Touching on the acrimonious controversy over Parsifal’s blasphemy, I may only say—to every one their belief. No one is forced to see the melodrama, for a mystic melodrama it is, with the original connotations of the phrase. The entire work is such a jumble of creeds that future Bauers, Harnacks, Delitzsches, and other ethical archæologists will have a terrible task if the work is taken for a relic of some tribal form of worship among the barbarians of the then remote nineteenth century. Here in America, the Land of the Almighty Hysteria, this artificial medley of faded music and grotesque forms is sufficiently eclectic in character to set tripping the feet of them that go forth upon the mountains in search of new, half-baked religions.

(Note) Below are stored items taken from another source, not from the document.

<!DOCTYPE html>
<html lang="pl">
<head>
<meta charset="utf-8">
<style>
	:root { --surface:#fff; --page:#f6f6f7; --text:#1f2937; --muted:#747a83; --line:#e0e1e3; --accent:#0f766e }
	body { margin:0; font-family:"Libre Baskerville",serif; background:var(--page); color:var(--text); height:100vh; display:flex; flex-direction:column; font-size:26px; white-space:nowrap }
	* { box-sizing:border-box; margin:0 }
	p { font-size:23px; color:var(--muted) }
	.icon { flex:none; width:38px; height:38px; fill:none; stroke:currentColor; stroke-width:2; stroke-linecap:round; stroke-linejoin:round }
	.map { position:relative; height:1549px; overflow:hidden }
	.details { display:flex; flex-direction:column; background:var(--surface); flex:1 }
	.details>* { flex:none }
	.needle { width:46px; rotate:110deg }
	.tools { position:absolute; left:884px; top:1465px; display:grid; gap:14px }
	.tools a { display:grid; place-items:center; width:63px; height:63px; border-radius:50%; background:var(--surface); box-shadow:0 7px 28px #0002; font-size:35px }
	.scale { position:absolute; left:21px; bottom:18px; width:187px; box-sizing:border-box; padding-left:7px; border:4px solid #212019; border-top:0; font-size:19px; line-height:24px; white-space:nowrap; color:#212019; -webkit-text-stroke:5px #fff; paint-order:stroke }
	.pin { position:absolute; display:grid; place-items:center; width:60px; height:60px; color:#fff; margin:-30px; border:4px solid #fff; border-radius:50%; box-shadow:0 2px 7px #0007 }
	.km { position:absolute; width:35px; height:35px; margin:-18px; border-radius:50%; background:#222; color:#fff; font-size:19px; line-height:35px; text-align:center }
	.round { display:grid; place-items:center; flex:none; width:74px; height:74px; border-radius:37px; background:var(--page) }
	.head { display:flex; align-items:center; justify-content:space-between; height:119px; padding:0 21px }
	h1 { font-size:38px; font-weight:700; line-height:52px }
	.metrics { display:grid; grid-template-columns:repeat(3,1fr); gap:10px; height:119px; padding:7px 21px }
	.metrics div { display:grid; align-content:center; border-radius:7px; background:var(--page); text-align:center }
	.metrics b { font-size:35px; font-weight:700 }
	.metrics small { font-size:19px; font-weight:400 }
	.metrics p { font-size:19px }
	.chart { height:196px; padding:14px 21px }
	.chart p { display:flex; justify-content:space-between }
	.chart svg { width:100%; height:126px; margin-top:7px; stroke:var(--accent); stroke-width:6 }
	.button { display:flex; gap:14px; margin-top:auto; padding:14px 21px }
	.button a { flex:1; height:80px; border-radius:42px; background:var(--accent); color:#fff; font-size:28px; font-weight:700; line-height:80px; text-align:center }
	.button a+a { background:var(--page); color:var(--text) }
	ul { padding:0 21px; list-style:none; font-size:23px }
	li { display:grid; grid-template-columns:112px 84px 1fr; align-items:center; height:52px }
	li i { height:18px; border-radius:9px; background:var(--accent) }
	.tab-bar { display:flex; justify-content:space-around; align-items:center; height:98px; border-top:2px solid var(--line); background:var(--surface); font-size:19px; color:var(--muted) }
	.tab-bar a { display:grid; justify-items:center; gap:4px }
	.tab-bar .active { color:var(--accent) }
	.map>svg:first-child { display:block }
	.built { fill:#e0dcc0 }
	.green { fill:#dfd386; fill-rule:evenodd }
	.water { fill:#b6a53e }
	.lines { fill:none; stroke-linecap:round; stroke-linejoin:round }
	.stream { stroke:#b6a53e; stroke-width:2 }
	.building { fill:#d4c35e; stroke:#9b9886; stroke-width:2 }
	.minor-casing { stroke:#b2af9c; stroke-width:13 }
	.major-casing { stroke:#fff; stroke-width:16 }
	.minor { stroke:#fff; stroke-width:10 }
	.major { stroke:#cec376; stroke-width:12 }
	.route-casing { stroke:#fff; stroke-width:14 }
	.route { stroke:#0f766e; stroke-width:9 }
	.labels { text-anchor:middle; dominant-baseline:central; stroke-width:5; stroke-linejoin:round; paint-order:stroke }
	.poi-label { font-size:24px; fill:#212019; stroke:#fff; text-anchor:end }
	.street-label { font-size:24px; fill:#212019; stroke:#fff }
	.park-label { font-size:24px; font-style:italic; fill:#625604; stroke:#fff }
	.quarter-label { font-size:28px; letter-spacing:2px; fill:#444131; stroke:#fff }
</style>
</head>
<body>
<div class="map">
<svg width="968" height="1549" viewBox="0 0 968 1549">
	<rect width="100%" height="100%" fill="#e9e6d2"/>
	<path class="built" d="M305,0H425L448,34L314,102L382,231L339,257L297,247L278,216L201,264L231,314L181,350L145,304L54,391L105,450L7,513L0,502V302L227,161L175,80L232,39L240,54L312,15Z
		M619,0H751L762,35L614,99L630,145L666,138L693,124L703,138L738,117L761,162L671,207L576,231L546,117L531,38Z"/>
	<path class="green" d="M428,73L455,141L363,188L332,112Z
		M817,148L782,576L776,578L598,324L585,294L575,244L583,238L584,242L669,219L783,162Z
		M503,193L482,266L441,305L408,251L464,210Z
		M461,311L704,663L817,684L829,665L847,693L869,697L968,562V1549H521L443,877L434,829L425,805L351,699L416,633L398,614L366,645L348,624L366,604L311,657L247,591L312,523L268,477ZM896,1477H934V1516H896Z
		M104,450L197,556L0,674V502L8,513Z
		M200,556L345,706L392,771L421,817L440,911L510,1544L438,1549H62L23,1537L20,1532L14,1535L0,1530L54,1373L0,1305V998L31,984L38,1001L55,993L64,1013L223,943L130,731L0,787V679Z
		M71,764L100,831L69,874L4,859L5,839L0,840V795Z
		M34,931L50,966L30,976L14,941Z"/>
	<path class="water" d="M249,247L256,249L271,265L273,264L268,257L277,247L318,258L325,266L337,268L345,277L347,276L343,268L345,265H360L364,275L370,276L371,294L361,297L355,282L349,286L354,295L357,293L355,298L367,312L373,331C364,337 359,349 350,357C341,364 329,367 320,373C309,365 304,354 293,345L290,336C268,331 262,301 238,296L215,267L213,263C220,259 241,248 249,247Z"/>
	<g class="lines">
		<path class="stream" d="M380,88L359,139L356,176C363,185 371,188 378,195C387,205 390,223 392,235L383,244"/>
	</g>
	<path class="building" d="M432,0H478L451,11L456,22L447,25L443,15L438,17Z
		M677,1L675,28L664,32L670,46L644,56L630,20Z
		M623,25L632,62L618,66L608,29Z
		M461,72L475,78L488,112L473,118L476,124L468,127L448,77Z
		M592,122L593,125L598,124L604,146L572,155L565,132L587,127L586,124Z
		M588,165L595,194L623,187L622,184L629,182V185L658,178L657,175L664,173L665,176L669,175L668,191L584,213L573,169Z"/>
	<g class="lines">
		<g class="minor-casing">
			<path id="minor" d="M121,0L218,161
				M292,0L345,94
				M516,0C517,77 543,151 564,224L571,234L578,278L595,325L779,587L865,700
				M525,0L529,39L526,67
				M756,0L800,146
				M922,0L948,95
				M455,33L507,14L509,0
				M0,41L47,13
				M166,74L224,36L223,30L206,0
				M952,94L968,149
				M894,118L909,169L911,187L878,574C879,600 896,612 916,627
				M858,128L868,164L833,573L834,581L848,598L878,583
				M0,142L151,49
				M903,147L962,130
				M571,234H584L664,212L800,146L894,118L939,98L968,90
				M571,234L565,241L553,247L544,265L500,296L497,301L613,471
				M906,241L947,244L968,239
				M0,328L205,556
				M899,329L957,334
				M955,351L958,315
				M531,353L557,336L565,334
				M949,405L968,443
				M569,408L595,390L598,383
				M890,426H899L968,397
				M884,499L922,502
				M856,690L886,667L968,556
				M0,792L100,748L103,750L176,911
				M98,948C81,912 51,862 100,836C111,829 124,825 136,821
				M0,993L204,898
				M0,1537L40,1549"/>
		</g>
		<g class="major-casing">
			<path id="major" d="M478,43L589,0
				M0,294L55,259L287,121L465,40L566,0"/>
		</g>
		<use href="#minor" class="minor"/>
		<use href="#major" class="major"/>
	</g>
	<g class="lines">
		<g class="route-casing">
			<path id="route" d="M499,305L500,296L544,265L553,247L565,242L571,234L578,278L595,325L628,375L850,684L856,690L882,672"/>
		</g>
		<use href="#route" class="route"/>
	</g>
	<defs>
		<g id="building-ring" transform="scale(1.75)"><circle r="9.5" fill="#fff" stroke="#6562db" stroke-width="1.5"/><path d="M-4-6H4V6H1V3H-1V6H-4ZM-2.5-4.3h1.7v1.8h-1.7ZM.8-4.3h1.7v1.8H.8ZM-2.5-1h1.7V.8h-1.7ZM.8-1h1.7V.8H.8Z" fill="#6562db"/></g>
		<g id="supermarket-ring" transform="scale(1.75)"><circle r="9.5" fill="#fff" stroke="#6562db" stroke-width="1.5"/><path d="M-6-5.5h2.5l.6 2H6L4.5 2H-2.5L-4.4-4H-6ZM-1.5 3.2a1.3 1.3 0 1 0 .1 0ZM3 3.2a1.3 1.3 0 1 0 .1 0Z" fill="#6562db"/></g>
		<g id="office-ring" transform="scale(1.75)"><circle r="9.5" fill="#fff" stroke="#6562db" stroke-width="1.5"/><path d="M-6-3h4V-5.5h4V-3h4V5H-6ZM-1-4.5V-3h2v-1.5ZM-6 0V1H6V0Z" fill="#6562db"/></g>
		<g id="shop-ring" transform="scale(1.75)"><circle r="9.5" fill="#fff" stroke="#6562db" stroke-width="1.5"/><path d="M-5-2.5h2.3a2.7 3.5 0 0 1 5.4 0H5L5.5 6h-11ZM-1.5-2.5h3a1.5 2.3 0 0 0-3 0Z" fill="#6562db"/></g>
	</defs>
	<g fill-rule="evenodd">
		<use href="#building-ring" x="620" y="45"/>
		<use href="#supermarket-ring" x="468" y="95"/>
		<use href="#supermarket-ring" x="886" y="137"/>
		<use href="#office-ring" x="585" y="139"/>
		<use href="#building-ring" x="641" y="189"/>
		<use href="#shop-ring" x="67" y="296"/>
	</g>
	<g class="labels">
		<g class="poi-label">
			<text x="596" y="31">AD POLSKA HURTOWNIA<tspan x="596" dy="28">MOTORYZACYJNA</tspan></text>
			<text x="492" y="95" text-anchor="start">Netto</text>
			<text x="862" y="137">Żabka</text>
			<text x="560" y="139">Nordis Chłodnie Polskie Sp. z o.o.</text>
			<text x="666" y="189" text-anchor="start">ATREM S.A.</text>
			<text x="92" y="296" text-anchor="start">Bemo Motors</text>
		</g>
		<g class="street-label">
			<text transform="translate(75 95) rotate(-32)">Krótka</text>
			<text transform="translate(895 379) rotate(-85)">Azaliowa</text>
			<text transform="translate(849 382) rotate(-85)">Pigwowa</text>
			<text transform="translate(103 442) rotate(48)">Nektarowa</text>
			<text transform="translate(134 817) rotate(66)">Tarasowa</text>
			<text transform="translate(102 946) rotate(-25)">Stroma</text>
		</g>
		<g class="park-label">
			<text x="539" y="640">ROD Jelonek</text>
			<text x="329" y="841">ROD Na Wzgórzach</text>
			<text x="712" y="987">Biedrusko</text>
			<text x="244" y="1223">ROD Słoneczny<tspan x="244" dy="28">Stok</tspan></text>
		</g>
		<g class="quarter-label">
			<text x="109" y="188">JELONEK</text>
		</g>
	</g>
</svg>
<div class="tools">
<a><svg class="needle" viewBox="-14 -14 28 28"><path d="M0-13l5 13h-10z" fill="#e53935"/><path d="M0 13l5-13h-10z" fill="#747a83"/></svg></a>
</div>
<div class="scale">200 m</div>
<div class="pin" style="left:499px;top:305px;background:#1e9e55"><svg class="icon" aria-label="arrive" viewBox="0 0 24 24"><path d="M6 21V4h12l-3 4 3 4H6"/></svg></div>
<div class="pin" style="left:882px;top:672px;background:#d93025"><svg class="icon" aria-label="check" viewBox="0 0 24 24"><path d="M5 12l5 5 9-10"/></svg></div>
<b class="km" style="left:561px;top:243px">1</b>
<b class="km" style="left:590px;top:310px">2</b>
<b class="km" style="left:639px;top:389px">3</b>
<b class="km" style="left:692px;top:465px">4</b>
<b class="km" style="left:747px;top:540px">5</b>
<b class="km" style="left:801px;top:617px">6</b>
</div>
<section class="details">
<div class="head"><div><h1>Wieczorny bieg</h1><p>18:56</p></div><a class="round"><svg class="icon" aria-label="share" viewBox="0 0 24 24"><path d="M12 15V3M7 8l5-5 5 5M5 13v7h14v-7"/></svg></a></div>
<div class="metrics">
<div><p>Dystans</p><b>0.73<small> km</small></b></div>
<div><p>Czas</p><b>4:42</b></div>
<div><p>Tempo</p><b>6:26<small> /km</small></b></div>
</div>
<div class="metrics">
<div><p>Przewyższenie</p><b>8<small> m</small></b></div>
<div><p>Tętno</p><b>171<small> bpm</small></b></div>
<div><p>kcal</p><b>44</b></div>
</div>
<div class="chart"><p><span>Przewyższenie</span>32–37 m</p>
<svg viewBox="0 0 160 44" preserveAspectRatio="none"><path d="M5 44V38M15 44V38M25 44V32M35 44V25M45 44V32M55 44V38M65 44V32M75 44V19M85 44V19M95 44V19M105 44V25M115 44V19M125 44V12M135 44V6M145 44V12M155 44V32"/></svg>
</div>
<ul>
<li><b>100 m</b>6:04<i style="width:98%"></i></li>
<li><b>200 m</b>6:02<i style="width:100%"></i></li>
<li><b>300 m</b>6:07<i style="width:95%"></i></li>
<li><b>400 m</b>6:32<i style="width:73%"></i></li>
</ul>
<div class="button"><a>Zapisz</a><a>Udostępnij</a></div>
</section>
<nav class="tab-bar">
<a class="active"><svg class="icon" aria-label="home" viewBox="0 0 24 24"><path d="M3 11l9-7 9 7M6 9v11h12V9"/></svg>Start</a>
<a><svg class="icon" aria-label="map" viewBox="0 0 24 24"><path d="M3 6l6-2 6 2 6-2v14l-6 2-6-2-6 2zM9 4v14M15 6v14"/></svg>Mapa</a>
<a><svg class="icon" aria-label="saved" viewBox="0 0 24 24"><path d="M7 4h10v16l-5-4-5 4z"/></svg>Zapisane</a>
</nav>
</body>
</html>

And now to a complete analysis of the work, an analysis, be it said, first made at Bayreuth in August, 1901. That it may prove unpleasant reading for some I do not doubt. I only hope that I shall not be accused of artistic irreverence. The personal equation counts for something in criticism. I cannot admire Parsifal, and I am giving my reasons for this dislike. There is no reason why the criticism that has so royally acclaimed the beauty of Wagner’s other music-dramas should be suspected in the case of Parsifal. Why should Parsifal be hedged as if of “sacred character”? If you tell a Parsifalite that the opera is blasphemous, he proves volubly, ingeniously, that it is pure symbolism, that Saracenic, Buddhistic, any but Christian, ceremonial is employed. But if you turn the tables, and assert that Parsifal is not sacred, that it should be enjoyed and criticised like Tristan and Isolde, the Parsifalite quickly jumps the track and exclaims, “Sir, there is sacred atmosphere in Parsifal, and not in Tristan!” Oh, this sacred atmosphere! It is worse than Nietzsche’s Holy Laughter! The question may be summed up thus: If Parsifal is blasphemous, it should not be tolerated; if it is not a representation of sacred matter, then we have the privilege of criticising it as we do a Verdi or a Meyerbeer opera; and Meyerbeer was an inveterate mocker of religious things—witness Les Huguenots, Robert le Diable, Le Prophète. How about Halévy’s La Juive? Parsifal, so it appears to me, is more morbid than blasphemous.